3/18/23

Learning to Grieve as a mark of healthy discipleship to Jesus

Step 1: Noticing Emotions (Check engine)

On the dash of every car or check engine lights. They are signals that let us know something is going on under the hood of the vehicle. If we don’t address those issues they can have a profound effect on us getting to our desired destination. It is the same for your life. You must take the time to identify or take notice of areas of unhealth, grief or wounds in your life. Distractions and busyness or ways we try to avoid painful areas in our lives but you must take notice of what areas may be hindering you.

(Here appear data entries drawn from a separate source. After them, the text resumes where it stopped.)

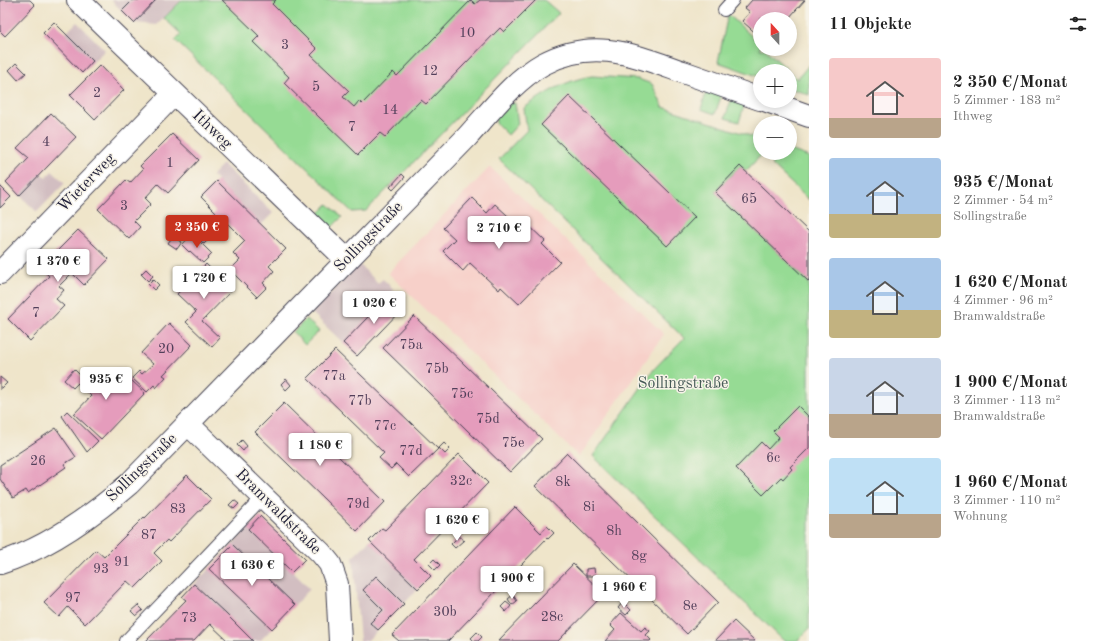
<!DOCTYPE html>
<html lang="de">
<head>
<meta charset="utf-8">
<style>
	body { margin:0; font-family:"Old Standard TT",serif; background:#f2f2f2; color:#222; height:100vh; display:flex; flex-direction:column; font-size:15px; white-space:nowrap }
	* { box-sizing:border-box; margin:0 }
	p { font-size:13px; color:#767676 }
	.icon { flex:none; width:22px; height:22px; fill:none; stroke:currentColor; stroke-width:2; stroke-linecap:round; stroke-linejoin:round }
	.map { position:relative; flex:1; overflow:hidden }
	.details { display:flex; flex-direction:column; background:#fff; width:300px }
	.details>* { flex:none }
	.needle { width:26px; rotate:339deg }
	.tools { position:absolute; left:753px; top:12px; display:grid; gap:8px }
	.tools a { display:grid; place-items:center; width:44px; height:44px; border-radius:50%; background:#fff; box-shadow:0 2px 10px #0003; font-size:20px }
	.price { position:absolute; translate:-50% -34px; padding:0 9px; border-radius:4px; background:#fff; color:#222; font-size:13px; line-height:26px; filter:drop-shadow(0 1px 2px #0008) }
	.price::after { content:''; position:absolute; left:50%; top:24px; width:12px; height:9px; margin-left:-6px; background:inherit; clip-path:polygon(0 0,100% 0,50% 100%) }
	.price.active { background:#c8321e; color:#fff }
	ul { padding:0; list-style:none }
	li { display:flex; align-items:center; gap:12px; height:100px; padding:0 20px }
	li span { display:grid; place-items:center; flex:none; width:112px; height:80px; border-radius:4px; color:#555 }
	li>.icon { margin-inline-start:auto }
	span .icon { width:48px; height:48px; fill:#fffc; stroke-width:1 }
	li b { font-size:17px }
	h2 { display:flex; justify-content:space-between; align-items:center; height:48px; padding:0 20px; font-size:17px }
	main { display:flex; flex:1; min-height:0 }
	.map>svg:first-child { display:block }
</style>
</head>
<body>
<main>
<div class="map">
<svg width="809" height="641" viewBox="0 0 809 641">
	<rect width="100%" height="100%" fill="#f7f3e8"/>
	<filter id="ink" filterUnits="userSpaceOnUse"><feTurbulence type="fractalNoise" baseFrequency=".025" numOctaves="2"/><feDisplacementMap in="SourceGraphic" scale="8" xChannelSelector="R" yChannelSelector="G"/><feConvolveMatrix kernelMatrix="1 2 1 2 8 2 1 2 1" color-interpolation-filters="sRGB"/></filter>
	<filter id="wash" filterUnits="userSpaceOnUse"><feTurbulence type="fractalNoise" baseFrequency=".012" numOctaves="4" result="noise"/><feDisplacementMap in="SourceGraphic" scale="16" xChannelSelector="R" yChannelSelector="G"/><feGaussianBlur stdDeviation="0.9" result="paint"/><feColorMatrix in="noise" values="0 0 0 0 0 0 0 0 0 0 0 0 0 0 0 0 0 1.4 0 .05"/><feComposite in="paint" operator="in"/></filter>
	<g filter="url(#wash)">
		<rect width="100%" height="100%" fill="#efe5ca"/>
		<path fill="#f7d0c9" d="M490,167L664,334L579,457L388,273Z"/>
		<g fill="#d2bec1">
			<path d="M111,0H182L157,25L134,23Z"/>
			<path d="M77,22L105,50L82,73L54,45Z"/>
			<path d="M29,158L42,172L41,173L46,178L52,171L65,183L37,212L6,182Z"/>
			<path d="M223,164L273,213L245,241L224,220L219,224L212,216L216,212L201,197L217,181L212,175Z"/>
			<path d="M359,264L378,283L383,279L394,290L390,294L404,307L357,356L312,313Z"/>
			<path d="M260,516L305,559L293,572L310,589L260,641H228L182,597Z"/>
			<path d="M382,528L431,576L367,641H360L353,557Z"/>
		</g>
		<g fill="#96db94" stroke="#5c7e68">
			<path d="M182,0H544L559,13L366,211L352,212L175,40L181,34L164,18Z"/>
			<path d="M728,14L760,44V49H765L789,71H760V77L718,62Z"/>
			<path d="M809,65V95L790,88V72L797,79Z"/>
			<path d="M592,76L638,79L652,84L663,107L760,139V153H763L746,171L740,166L715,192L809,282V629L797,641H784L593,456L654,369L684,338L499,159L527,130L524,108C545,93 566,80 592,76Z"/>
			<path d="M715,89L723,91L715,114L701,109L706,93Z"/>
			<path d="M733,95L741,97L744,106L739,122L725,118Z"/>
			<path d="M507,103H515L518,124L508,135L496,123L495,115Z"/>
			<path d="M790,150L809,157V200L771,164L782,153H790Z"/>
			<path d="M328,204L342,217L330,229L315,217Z"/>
			<path d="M306,319L319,331L305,345L293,332Z"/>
		</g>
		<g id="blocks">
			<g fill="#e59cbc">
				<path d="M0,0H30L35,5L5,36L0,31Z"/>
				<path d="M133,0H156L134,23L122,11Z"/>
				<path d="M222,0H276L272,4L317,49L311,55L349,91L343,97L354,107L359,101L362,104L393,72L397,76L471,0L475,4L480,0H536L504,32L500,28L426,104L421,100L385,137L380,133L358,155L284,83L289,77L253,42L259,36Z"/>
				<path d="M752,0H805L788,19H760V37L742,21L750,12L745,8Z"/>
				<path d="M54,22L93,61L82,73L43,33Z"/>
				<path d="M16,63L26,73L18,80L9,70Z"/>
				<path d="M100,65L124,90L95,120L70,95Z"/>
				<path d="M569,96L695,217L667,246L541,125Z"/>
				<path d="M51,113L76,137L19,196L6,182L29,158L17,148Z"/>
				<path d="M172,134L199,160L168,193L158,184L145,198L151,204L134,221L140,227L129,239L98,209L126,180L130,183L143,169L140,166Z"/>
				<path d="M740,166L809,232V282L715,192Z"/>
				<path d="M402,174L405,177L393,190L390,187Z"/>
				<path d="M217,181L286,249L269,266L274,271L263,283L267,287L257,297L230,270L240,260L233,253L245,241L223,219L219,224L212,216L216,212L201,197Z"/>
				<path d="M0,186L11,197L0,208Z"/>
				<path d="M472,198L487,213L495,204L520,227L525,222L545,241L542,244L560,262L519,304L501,287L499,290L470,263L463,271L443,251L455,239L443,228Z"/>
				<path d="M78,230L109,259L84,285L72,273L59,286L64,290L56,299L64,306L30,341L8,319L49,276L42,269L55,257L53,255Z"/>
				<path d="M192,234L212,254L203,263L190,251L189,252L182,245Z"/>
				<path d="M202,234L208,240L204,244L198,238Z"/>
				<path d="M173,236L182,242L177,249L168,243Z"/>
				<path d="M206,264L232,290L202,321L220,338L212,347L186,322L196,312L177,294Z"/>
				<path d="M146,269L153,276L148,281L141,274Z"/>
				<path d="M153,279L159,285L154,290L148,284Z"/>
				<path d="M390,294L404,307L357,356L343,343Z"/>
				<path d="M414,316L542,439L510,472L383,348Z"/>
				<path d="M169,323L192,345L163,375L166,377L156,388L154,385L147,392L132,378L139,371L142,374L153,364L141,353Z"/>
				<path d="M335,350L438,449L409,477L396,464L391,469L379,458L384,453L307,378Z"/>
				<path d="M118,368L145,393L101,439L74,414L91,396L78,383L73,388L64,380L74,369L96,391Z"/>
				<path d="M0,377L7,383L0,390Z"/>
				<path d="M286,379L291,385L286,390L281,384Z"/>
				<path d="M284,403L385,502L357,531L255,432Z"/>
				<path d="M798,406L809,417V448L790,467L792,469L783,479L781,477L763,495L736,468L761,442L768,449L779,437L773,431Z"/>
				<path d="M67,411L98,441L87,452L62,416Z"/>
				<path d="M56,428L76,457L64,464L66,467L28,493L26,490L13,498L0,479V465Z"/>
				<path d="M242,440L247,446L243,451L237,445Z"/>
				<path d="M346,440L350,444L345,449L341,445Z"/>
				<path d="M444,443L450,449L445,454L439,448Z"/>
				<path d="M567,453L718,602L687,634L535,486Z"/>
				<path d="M459,454L488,483L414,559L431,576L418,589L369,541L382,528L385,530Z"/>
				<path d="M187,475L211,499L169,542L167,540L154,553L162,561L135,588L127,581L85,624L68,607L59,617L44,603L96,550L104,557L144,517L145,518Z"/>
				<path d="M234,500L239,504L234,509L229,505Z"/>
				<path d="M515,507L541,533L547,526L554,533L548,539L547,538L448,641H399L392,635Z"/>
				<path d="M480,510L486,516L479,523L473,517Z"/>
				<path d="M260,516L305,559L292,572L248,529Z"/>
				<path d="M459,536L464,540L455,548L451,544Z"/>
				<path d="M233,545L295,605L272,629L209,569Z"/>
				<path d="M434,559L440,565L435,570L429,564Z"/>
				<path d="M573,564L604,594L558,641H498Z"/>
				<path d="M594,568L595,576H586V569Z"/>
				<path d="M376,576L404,604L378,630L370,623L383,610L363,590Z"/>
				<path d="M194,584L226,614L253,641H228L210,624L194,641H146L186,600L182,597Z"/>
				<path d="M513,595L517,601L512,605L508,599Z"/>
				<path d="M506,602L511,606L506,612L501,607Z"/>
				<path d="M623,602L631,610L626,615L618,608Z"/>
				<path d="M138,605L143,610L136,616L131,611Z"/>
				<path d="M621,613L641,631L645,627L650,631L646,635L651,640L650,641H605L615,630L610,625Z"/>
				<path d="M734,621L755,641H715Z"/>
				<path d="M477,632L482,637L478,641H474L471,638Z"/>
			</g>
		</g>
	</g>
	<g filter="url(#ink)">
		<use href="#blocks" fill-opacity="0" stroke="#413f50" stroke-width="1"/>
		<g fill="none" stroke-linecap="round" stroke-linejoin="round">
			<defs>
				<g id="lane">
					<path d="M724,10L733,0"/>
					<path d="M126,641L263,497"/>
				</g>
				<g id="street">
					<path d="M78,0L347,260"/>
					<path d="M767,101L809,116"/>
					<path d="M0,273L174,94"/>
					<path d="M188,424L321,553L330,564L337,584L340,641"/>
					<path d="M0,563C45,549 93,515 129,484L467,137C489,113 514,80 543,64C593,37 634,55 683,72C708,81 734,90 760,99"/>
				</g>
			</defs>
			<use href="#lane" stroke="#413f50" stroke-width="14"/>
			<use href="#street" stroke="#413f50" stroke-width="24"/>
			<use href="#lane" stroke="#fff" stroke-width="12"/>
			<use href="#street" stroke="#fff" stroke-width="22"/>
		</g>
	</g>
	<g text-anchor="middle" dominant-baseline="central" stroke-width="3" stroke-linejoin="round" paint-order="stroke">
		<g font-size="14" fill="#53405b">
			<text x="467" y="33">10</text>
			<text x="285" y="45">3</text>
			<text x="430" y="71">12</text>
			<text x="316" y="87">5</text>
			<text x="97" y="93">2</text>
			<text x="390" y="110">14</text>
			<text x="352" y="127">7</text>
			<text x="46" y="142">4</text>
			<text x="170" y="163">1</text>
			<text x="749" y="199">65</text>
			<text x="124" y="206">3</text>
			<text x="36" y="313">7</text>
			<text x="411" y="345">75a</text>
			<text x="166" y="349">20</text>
			<text x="437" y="369">75b</text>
			<text x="334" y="376">77a</text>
			<text x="462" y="394">75c</text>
			<text x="360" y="401">77b</text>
			<text x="488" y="419">75d</text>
			<text x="385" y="426">77c</text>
			<text x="513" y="443">75e</text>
			<text x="411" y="451">77d</text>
			<text x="773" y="458">6c</text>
			<text x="38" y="461">26</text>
			<text x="461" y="481">32c</text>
			<text x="563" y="482">8k</text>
			<text x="358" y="504">79d</text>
			<text x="589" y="507">8i</text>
			<text x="178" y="509">83</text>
			<text x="614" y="531">8h</text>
			<text x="149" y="535">87</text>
			<text x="639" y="556">8g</text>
			<text x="122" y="562">91</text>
			<text x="101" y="569">93</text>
			<text x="73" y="598">97</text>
			<text x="690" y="606">8e</text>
			<text x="445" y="612">30b</text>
			<text x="552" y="617">28c</text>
			<text x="189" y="618">73</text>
		</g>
		<g font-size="16" fill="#22223b" stroke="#f7f3e8">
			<text transform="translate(212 130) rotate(44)">Ithweg</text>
			<text transform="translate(87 183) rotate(-46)">Wieterweg</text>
			<text transform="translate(369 237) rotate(-46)">Sollingstraße</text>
			<text transform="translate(142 468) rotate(-44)">Sollingstraße</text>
			<text transform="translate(278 512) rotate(45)">Bramwaldstraße</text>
		</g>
		<g font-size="16" fill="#455a56" stroke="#f7f3e8">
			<text x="683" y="384">Sollingstraße</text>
		</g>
	</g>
</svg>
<div class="tools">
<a><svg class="needle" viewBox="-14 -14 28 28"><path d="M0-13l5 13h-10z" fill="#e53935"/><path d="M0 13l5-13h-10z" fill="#767676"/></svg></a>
<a>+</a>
<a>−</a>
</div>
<b class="price active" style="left:197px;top:249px">2 350 €</b>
<b class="price" style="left:499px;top:250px">2 710 €</b>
<b class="price" style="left:58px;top:283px">1 370 €</b>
<b class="price" style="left:204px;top:300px">1 720 €</b>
<b class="price" style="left:374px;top:325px">1 020 €</b>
<b class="price" style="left:106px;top:401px">935 €</b>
<b class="price" style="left:320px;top:467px">1 180 €</b>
<b class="price" style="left:457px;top:542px">1 620 €</b>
<b class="price" style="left:252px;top:587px">1 630 €</b>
<b class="price" style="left:512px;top:600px">1 900 €</b>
<b class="price" style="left:624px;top:609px">1 960 €</b>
</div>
<section class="details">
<h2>11 Objekte<svg class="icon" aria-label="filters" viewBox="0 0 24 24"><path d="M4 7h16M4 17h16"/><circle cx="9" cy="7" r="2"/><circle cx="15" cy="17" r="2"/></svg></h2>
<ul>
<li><span style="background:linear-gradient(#f6c9c9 75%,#b9a48a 0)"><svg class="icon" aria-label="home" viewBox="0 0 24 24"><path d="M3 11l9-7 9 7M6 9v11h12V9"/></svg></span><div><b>2 350 €/Monat</b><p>5 Zimmer · 183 m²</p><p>Ithweg</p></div></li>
<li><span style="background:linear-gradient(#a9c7e8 70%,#c2b280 0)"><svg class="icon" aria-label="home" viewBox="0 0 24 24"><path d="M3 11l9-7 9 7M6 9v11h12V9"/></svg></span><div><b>935 €/Monat</b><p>2 Zimmer · 54 m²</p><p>Sollingstraße</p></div></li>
<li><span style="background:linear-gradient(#a9c7e8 65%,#c2b280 0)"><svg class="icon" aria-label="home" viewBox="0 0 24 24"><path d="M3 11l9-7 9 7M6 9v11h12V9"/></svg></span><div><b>1 620 €/Monat</b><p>4 Zimmer · 96 m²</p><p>Bramwaldstraße</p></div></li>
<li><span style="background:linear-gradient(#c9d6e8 70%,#b9a48a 0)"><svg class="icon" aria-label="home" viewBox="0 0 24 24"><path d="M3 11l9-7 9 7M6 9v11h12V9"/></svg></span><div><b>1 900 €/Monat</b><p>3 Zimmer · 113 m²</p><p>Bramwaldstraße</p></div></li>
<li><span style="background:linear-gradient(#bfe0f5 70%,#b9a48a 0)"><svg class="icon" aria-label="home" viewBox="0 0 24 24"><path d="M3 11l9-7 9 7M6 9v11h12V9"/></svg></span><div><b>1 960 €/Monat</b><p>3 Zimmer · 110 m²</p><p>Wohnung</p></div></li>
</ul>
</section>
</main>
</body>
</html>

Step 2: Naming Emotions (Diagnostic)

Just because we are aware of a check engine light the next step is to get a proper diagnosis. Awareness is not enough. We must also name the specific pinpoint. Putting gas in a car with a flat tire is ineffective. We must identify and address the source of the pain to properly get healing. Naming means Getting specific about the issues that have wounded us in our life. For example, a father wound because of a divorce in your childhood, or shame from poor decisions made at another time in life. We must get specific in order to address the area that needs careful attention.

Step 3: Accepting

Just like if we were having car trouble, you may be really good at pumping gas but feel inadequate at changing a flat tire. But the tire is the problem, not a lack of gas. In the same way we must move away from denial to accepting the reality about the circumstances and our sales. Denial is a part of grieving process but we must move past our initial feeling to embracing the truth. And accepting often looks like admitting, we were deeply affected by something we have worked hard to minimize.

Step 4: Action (On the road)

Now that we know and see the real problem, we can get the help we need. This is the hardest part. It will cost you, but taking the right action will get you on the road to recovery and healing, being hopeful, engaged and activated for life.

Action may include confession of sin, getting therapy, ending a relationship or changing personal habits that have become coping mechanisms.